Aim of the exercise :: Every entry here should be copied exactly.

*** Begin section ***

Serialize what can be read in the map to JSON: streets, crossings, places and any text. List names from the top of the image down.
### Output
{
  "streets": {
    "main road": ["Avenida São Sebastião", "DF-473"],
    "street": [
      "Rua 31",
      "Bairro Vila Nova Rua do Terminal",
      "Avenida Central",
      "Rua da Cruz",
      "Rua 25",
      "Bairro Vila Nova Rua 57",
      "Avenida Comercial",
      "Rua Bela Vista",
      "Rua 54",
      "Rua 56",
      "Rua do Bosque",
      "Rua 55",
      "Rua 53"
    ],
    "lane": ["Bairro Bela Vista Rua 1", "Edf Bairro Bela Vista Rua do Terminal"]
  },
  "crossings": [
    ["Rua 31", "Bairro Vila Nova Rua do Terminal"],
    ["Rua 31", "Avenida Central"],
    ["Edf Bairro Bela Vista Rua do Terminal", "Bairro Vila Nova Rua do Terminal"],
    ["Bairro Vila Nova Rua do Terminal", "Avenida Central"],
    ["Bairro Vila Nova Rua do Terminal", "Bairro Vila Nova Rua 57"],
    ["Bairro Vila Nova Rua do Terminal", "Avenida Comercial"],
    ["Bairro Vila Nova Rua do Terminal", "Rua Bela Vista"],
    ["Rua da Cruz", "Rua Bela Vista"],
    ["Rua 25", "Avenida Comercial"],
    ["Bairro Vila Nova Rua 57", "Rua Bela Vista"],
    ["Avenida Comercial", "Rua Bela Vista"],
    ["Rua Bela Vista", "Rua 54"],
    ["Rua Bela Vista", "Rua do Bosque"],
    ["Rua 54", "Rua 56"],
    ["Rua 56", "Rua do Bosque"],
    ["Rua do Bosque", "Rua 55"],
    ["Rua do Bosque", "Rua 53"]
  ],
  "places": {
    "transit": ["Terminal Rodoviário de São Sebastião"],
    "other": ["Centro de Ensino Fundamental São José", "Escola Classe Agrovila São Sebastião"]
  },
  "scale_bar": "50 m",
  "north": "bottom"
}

*** End section ***

Task result ::
Serialize what can be read in the map to JSON: streets, crossings, places and any text. List names from the top of the image down.
### Output
{
  "streets": {
    "main road": ["Avenida São Sebastião", "DF-473"],
    "street": [
      "Rua 31",
      "Bairro Vila Nova Rua do Terminal",
      "Avenida Central",
      "Rua da Cruz",
      "Rua 25",
      "Bairro Vila Nova Rua 57",
      "Avenida Comercial",
      "Rua Bela Vista",
      "Rua 54",
      "Rua 56",
      "Rua do Bosque",
      "Rua 55",
      "Rua 53"
    ],
    "lane": ["Bairro Bela Vista Rua 1", "Edf Bairro Bela Vista Rua do Terminal"]
  },
  "crossings": [
    ["Rua 31", "Bairro Vila Nova Rua do Terminal"],
    ["Rua 31", "Avenida Central"],
    ["Edf Bairro Bela Vista Rua do Terminal", "Bairro Vila Nova Rua do Terminal"],
    ["Bairro Vila Nova Rua do Terminal", "Avenida Central"],
    ["Bairro Vila Nova Rua do Terminal", "Bairro Vila Nova Rua 57"],
    ["Bairro Vila Nova Rua do Terminal", "Avenida Comercial"],
    ["Bairro Vila Nova Rua do Terminal", "Rua Bela Vista"],
    ["Rua da Cruz", "Rua Bela Vista"],
    ["Rua 25", "Avenida Comercial"],
    ["Bairro Vila Nova Rua 57", "Rua Bela Vista"],
    ["Avenida Comercial", "Rua Bela Vista"],
    ["Rua Bela Vista", "Rua 54"],
    ["Rua Bela Vista", "Rua do Bosque"],
    ["Rua 54", "Rua 56"],
    ["Rua 56", "Rua do Bosque"],
    ["Rua do Bosque", "Rua 55"],
    ["Rua do Bosque", "Rua 53"]
  ],
  "places": {
    "transit": ["Terminal Rodoviário de São Sebastião"],
    "other": ["Centro de Ensino Fundamental São José", "Escola Classe Agrovila São Sebastião"]
  },
  "scale_bar": "50 m",
  "north": "bottom"
}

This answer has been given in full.